[Bugs] [Bug 1416327] Failure on remove-brick when each server has a lot of bricks
bugzilla at redhat.com
bugzilla at redhat.com
Mon Jan 30 07:33:06 UTC 2017
https://bugzilla.redhat.com/show_bug.cgi?id=1416327
--- Comment #1 from Xavier Hernandez <xhernandez at datalab.es> ---
The discussion I've had with Pranith and Ashish about this problem:
On 30/01/17 08:23, Xavier Hernandez wrote:
> Hi Ashish,
>
> On 30/01/17 08:04, Ashish Pandey wrote:
>>
>> Hi Xavi,
>>
>> Our QA team has also filed a bug similar to this. The only diffrenec is
>> that the setup they used is only 3 * (4+2)
>> and they removed 6 bricks.
>> https://bugzilla.redhat.com/show_bug.cgi?id=1417535
>
> The messages look quite similar.
>
>>
>> Do you think it is only possible with lots of bricks or it could also
>> happened with less number of bricks
>
> The issue happens when the system is unable to establish the connections
> in less time than the timeout (currently 10 seconds). Probably this can
> happen if there are a lot of connections to make or the system is very
> busy.
>
>> Also, could you please update the upstream bug with your solution and
>> this mail discussion?
>
> I'll do.
>
> Xavi
>
>>
>> Ashish
>>
>> ------------------------------------------------------------------------
>> *From: *"Pranith Kumar Karampuri" <pkarampu at redhat.com>
>> *To: *"Xavier Hernandez" <xhernandez at datalab.es>
>> *Cc: *"Ashish Pandey" <aspandey at redhat.com>
>> *Sent: *Wednesday, January 25, 2017 6:52:57 PM
>> *Subject: *Re: Start timeout for ec/afr
>>
>>
>>
>> On Wed, Jan 25, 2017 at 5:17 PM, Xavier Hernandez <xhernandez at datalab.es
>> <mailto:xhernandez at datalab.es>> wrote:
>>
>> On 25/01/17 12:28, Pranith Kumar Karampuri wrote:
>>
>>
>>
>> On Wed, Jan 25, 2017 at 4:49 PM, Xavier Hernandez
>> <xhernandez at datalab.es <mailto:xhernandez at datalab.es>
>> <mailto:xhernandez at datalab.es <mailto:xhernandez at datalab.es>>>
>> wrote:
>>
>> On 25/01/17 12:08, Pranith Kumar Karampuri wrote:
>>
>> Wow, scale problem :-).
>>
>> It can happen this way with mounts also right? Why are we only
>> considering rebalance process only?
>>
>>
>> The problem can happen with mounts also, but it's less visible.
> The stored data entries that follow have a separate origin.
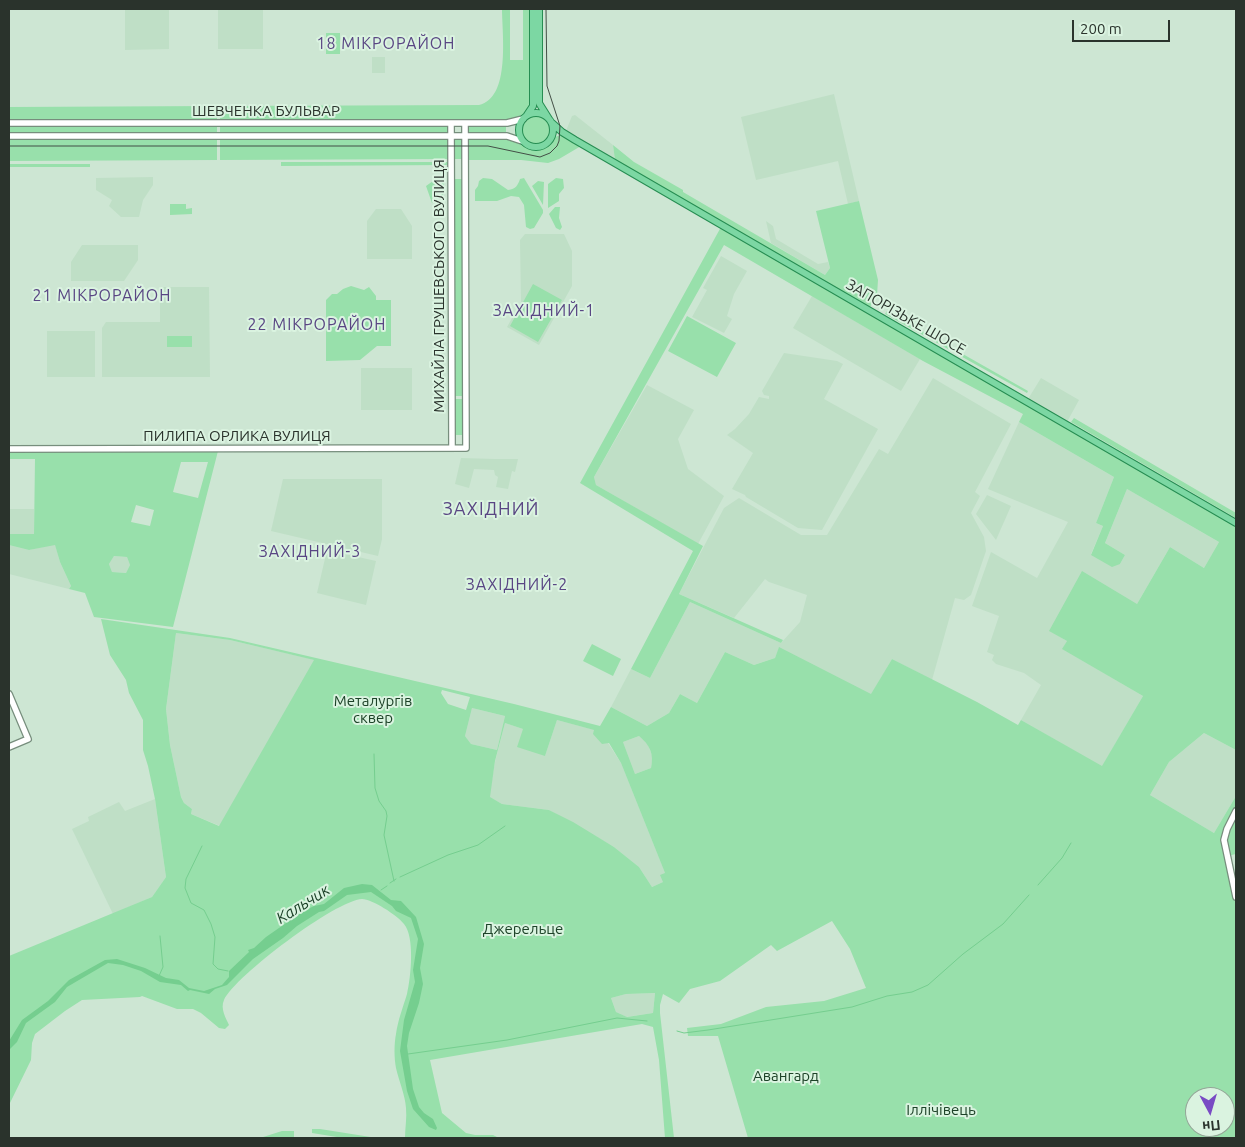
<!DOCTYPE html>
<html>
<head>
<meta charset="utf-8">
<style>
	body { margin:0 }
	#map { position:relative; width:1245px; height:1147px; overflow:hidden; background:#cde6d3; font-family:Ubuntu,sans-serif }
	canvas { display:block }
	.frame { position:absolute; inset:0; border:10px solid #2a332c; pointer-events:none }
	.north { position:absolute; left:1185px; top:1087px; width:50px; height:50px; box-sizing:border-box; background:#daf3e0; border:1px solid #94a698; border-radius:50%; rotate:174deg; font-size:14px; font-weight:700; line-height:20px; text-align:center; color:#2a332c }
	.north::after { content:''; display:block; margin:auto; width:18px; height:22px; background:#794bc4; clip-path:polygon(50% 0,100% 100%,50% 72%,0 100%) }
	.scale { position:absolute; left:1072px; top:20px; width:98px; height:22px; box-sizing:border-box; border:2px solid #2a332c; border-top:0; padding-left:6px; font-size:15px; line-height:18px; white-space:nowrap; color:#2a332c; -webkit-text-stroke:4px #daf3e0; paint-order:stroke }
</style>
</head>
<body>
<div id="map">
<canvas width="1245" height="1147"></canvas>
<div class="frame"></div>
<div class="north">Пн</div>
<div class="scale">200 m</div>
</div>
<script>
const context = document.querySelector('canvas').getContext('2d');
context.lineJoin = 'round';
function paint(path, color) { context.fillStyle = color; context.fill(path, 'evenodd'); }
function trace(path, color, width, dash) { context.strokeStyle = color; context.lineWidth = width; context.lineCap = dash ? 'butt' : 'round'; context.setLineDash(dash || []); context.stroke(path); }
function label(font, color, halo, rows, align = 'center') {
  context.font = font + ' Ubuntu,sans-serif'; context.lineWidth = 4; context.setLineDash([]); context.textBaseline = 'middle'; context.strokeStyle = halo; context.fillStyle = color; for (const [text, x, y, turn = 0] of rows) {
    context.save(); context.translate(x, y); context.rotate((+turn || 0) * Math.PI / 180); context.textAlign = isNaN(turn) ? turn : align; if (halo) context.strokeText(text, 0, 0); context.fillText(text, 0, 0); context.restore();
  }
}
const built = new Path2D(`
	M125,9H169V49L125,50Z
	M218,9H263V49H218Z
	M372,57H385V73H372Z
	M834,94L859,201L848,204L838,161L756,180L741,117Z
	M575,115L613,145L615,160L566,131L572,116Z
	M153,177V185L143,200L139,217H121L109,206L112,200L96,190V178Z
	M376,209H401L412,226V259H367V221Z
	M766,221L773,226L776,239L818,264L828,262L830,268L825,275L771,243Z
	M525,234H564L572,251V286L539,345L507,327L521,302L520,240Z
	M82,245H138V260L124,281H71V262Z
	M721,256L747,271L734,294L727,316L732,319L724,333L692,317L707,290L703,288Z
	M160,287H209L210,377H102V328L106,322H160Z
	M812,296L920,359L901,391L793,328Z
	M47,331H95V377H47Z
	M784,353L837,361L843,364L824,399L878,429L822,530L798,528L746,497L745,495L732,489L753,453L727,435L735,429L749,414L759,397L769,399V396L764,395L762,391Z
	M361,368H412V410H361Z
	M933,378L1011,424L975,492L980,496L971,513L984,537L986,551L971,595L964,600L955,598L932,680L892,659L871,695L779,648L775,658L754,665L725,652L697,703L680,694L669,713L647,726L611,707L631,669L650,678L690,602L781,643L800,622L807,595L769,582L765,579L734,618L679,594L724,508L739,498L801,535H827L879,449L888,454Z
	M1041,378L1079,400L1067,422L1028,399Z
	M647,385L694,410L678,439L688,469L724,496L698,544L596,485L594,477Z
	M1019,422L1114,477L1096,523L1103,526L1091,554L1120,564L1125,555L1105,543L1127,489L1219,542L1204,568L1170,547L1137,604L1050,631L1067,641L1063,649L1143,696L1102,767L1021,720L1041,685L1024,673L996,664L992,660L994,655L987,652L999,616L972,606L991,552L1037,578L1068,522L988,489Z
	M461,458L495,459H518L515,472L512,471L508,489L496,487L498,477L495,475L494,470L474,469L469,488L455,484Z
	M283,479H382V539L378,556L271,531Z
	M987,495L1011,506L996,540L976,514Z
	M9,509H34V534H9Z
	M55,544L60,562L71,586L69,589L9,574V545L29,550Z
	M327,550L376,561L366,605L317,593Z
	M114,556L127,557L130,565L126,573L112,572L109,564Z
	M176,633L230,640L315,660L220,826L191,814L192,809L184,803L181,797L170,745L166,709Z
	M472,708L505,716L497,750L471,744L465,736Z
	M557,720L595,730L608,743L621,763L665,873L663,882L652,887L639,867L614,847L549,810L502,804L489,797L495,762L505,723L523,729L545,756Z
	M1204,733L1236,750V796L1214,833L1150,795L1169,762Z
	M639,736L647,742L653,758L651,768L635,774L623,742Z
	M155,799L166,877L152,897L113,914L72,829L89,821L88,817L119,802L125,811Z
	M655,993L653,1013L626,1017L616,1012L611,998L626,994Z`);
const green = new Path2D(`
	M502,9H510V60H523V9H531V106L526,113L515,120L220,122V106L479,105C511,98 502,33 502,9Z
	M326,33H340V54H326Z
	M217,106V122H9V107Z
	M521 130a15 15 0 1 1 30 0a15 15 0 1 1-30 0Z
	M9,125H217V134H9Z
	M220,125H450V134H220Z
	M466,125H506V134H466Z
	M563,135L581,146L559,159L548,163L521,160H466V137C479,137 493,136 506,137C521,139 534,159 549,145C552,142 554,138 557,136Z
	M450,137V159L220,160V138Z
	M452,137H464V159H452Z
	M9,138H217V160L9,161Z
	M613,145L634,162L683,190V192L825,275L830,268L816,211L859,201L878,280L877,295L870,307L615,160Z
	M281,162H450V165L281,166Z
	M9,164H90V167H9Z
	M440,176L444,179L443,195L432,203L426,186Z
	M483,178L492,179L508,190C516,189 518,185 520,179L524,178L543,210V213L534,228L530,229L526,227L524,205L519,197L511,196L497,201H475V190L478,186L479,181Z
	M556,178L563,179L564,188L559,194V201L548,208V184Z
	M453,179H464V396H454Z
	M538,181L544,182L543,205L532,186Z
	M170,204H186V209L192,208V214L170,215Z
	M555,207H560L559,218L562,227L560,230L556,228L549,214Z
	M721,227L1236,526V750L1204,733L1169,762L1150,795L1214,833L1236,796V854L1227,856L1236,897V1138H748L718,1036H688L687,1028L721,1024L766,1007L824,1001L866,988L850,949L832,921L777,951L771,945L720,981L690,989L679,1003L663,994L660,1005V1013L674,1138H665L659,1060L653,1027L642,1024L430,1060L442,1113L466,1133L475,1135H493L499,1138H405C405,1128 407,1118 406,1108C405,1095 399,1081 396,1068C394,1058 394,1044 396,1034C398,1020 403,1007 407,994C411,977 415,937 404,924C397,915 372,899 362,899C336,900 235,976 224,1000C220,1009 226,1018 229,1025L225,1029L219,1028L201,1013L193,1009H177L142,996L140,997L82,1000L65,1011L35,1034L32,1043L31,1060L9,1105V956L152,897L166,877L155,799L148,766L143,750V720L129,693L126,680L110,655L101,619L230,638L514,704L600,726L611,707L647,726L669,713L680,694L697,703L725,652L754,665L775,658L779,647L871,694L892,659L977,702L1018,725L1021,720L1102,766L1143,696L1062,649L1067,641L1049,631L1082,571L1137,604L1170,547L1204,568L1219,542L1127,489L1105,543L1125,555L1120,564L1112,567L1091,555L1103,526L1096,523L1114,477L1019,422L1023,414L923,361L724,245L594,477L596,485L703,546L679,594L783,640L781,643L690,602L650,678L631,669L693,551L580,483ZM176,633L230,640L314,660L219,826L191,814L192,809L184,803L181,797L170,745L166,709ZM442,690L470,697L466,710L448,704L441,693ZM472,708L505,716L497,750L471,744L465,736ZM557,720L594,730L593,734L602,744L609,743L621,763L665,873L660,875L663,882L652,887L639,867L614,847L573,822L549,810L502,804L490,797L495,761L505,723L523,729L517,747L545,756ZM639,736C650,745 654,754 651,768L635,774L623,742ZM655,993L653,1013L627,1017L616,1012L611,998L626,994ZM1195,1097H1225V1127H1195Z
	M533,284L562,300L538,342L510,326Z
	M351,286L364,290L369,287L376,296V300H391V346H377L360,360L326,361V300L332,294H337L343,289Z
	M887,311L1028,391L1027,393L885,314Z
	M687,316L736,343L717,377L668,351Z
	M167,336H192V347H167Z
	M454,399H465V435H454Z
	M1074,418L1236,513V518L1071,422Z
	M9,451H218L173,627L94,617L85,593L69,589L71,586L60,562L55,545L29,550L9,545V534H34L35,459H9ZM181,462H208L198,498L173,492ZM136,505L154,510L150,526L131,522ZM114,556L127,557L130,565L126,573L112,572L109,564Z
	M592,644L621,659L613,676L583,661Z
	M312,1129H320L377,1138H343L312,1133Z
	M282,1131H294V1137L260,1138Z`);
const water = new Path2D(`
	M362,884L372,885L391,900L401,901L416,917L424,944L420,968L423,984L419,1003L409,1033L407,1046L413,1089L419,1107L424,1113L433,1119L437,1128L436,1130L429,1127L413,1109L407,1091L400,1051L404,1020L415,982L413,970L418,939L411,918L396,911L392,906L371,892L347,895L324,911L319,912L297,926L283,938L253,959L227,985L215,989L209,994L190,990L188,991L181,985L160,982L141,971L123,965L108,963L67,987L55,1002L26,1023L17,1042L9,1050V1041L22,1020L48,1001L69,980L105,960L117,959L145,968L166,978L179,980L189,988L204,991L222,985L229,977V971L249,952L248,950L254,948L266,937L302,912L314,906L324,904L344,888Z`);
const stream = new Path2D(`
	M374,754L375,788L379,801L386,811L387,816L384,835L394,881
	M202,846L186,879L185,888L191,903L204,910L211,924L215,937L213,964L218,969L228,971
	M400,877L448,855L478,845L505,826
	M390,883L396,879
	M1038,885L1062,858L1071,843
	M381,890L387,886
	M159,976L163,967L160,936
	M677,1031L684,1033L708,1030L852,1007L887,996L912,992L928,985L963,954L1003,924L1029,895
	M408,1054L507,1040L617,1018L647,1021`);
const secondary = new Path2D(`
	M9,123H507L523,119
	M451,123L452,448
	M9,136H507L522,141
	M9,449L466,448L465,123
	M9,694L28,739L9,747
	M1236,811L1227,829L1224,840L1236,897`);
const primary = new Path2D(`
	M539,9V103L549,119
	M519 130a17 17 0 1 1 34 0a17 17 0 1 1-34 0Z
	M527,115L533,106V9
	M552,123L562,132L575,140L1236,523`);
const tram = new Path2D(`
	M9,146H488L540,157L550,153L557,146L559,141L560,126L547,86L546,9`);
const streetNames = [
	["ШЕВЧЕНКА БУЛЬВАР",266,111],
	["МИХАЙЛА ГРУШЕВСЬКОГО ВУЛИЦЯ",439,286,-90],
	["ЗАПОРІЗЬКЕ ШОСЕ",906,317,30],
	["ПИЛИПА ОРЛИКА ВУЛИЦЯ",237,436]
];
const parkNames = [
	["Металургів",373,701],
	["сквер",373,718],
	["Джерельце",523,929],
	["Авангард",786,1076],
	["Іллічівець",941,1110]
];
const neighbourhoodNames = [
	["18 МІКРОРАЙОН",386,44],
	["21 МІКРОРАЙОН",102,296],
	["ЗАХІДНИЙ-1",544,311],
	["22 МІКРОРАЙОН",317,325],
	["ЗАХІДНИЙ-3",310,552],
	["ЗАХІДНИЙ-2",517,585]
];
const waterNames = [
	["Кальчик",303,904,-32]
];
const quarterNames = [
	["ЗАХІДНИЙ",491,509]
];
paint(built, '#bfdfc6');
paint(green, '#98e0ab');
paint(water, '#75ce8f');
trace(stream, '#75ce8f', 1);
trace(secondary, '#778e7d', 8);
trace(primary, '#268d52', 8);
trace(secondary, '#fff', 5.5);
trace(primary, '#7cd7a3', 6);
trace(tram, '#434f46', 1);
label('15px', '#2a332c', '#daf3e0', streetNames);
label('15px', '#1d4228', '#daf3e0', parkNames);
context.letterSpacing = '1px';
label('16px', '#594683', '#daf3e0', neighbourhoodNames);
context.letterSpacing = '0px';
label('italic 16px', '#1b4027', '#daf3e0', waterNames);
context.letterSpacing = '1px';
label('18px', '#594683', '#daf3e0', quarterNames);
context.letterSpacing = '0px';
</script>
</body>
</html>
>> Waiting a little solves the problem. However an automated task that
>> mount the volume and does something immediately after that can
>> suffer the same problem.
>>
>> The reason we did this timeout business is to
>> prevent users from getting frustrated at the time of mount
>> waiting for it to happen. Rebalance can take that extra minute or
>> two till it gets a ping timeout before being operational. So if
>> this issue is only with rebalance we can do something different.
>>
>>
>> Is there a way to detect if we are running as a mount, self-heal,
>> rebalance, ... ?
>>
>>
>> Glusterd launches all these processes. So we can launch them with custom
>> options. Check glusterd_handle_defrag_start() for example.
>>
>>
>> That's an interesting option.
>>
>>
>>
>> We could have different setting for each environment. However I
>> still think that succeeding a mount when the volume is not fully
>> available is not a good solution.
>>
>> I think the mount should wait until the volume is as ready as
>> possible. We can define a timeout for this to avoid an indefinite
>> wait, but this timeout should be way longer than the current 10 seconds.
>>
>> On the other hand, when enough bricks are online, we don't need to
>> force the user to wait for a full timeout if a brick is really down.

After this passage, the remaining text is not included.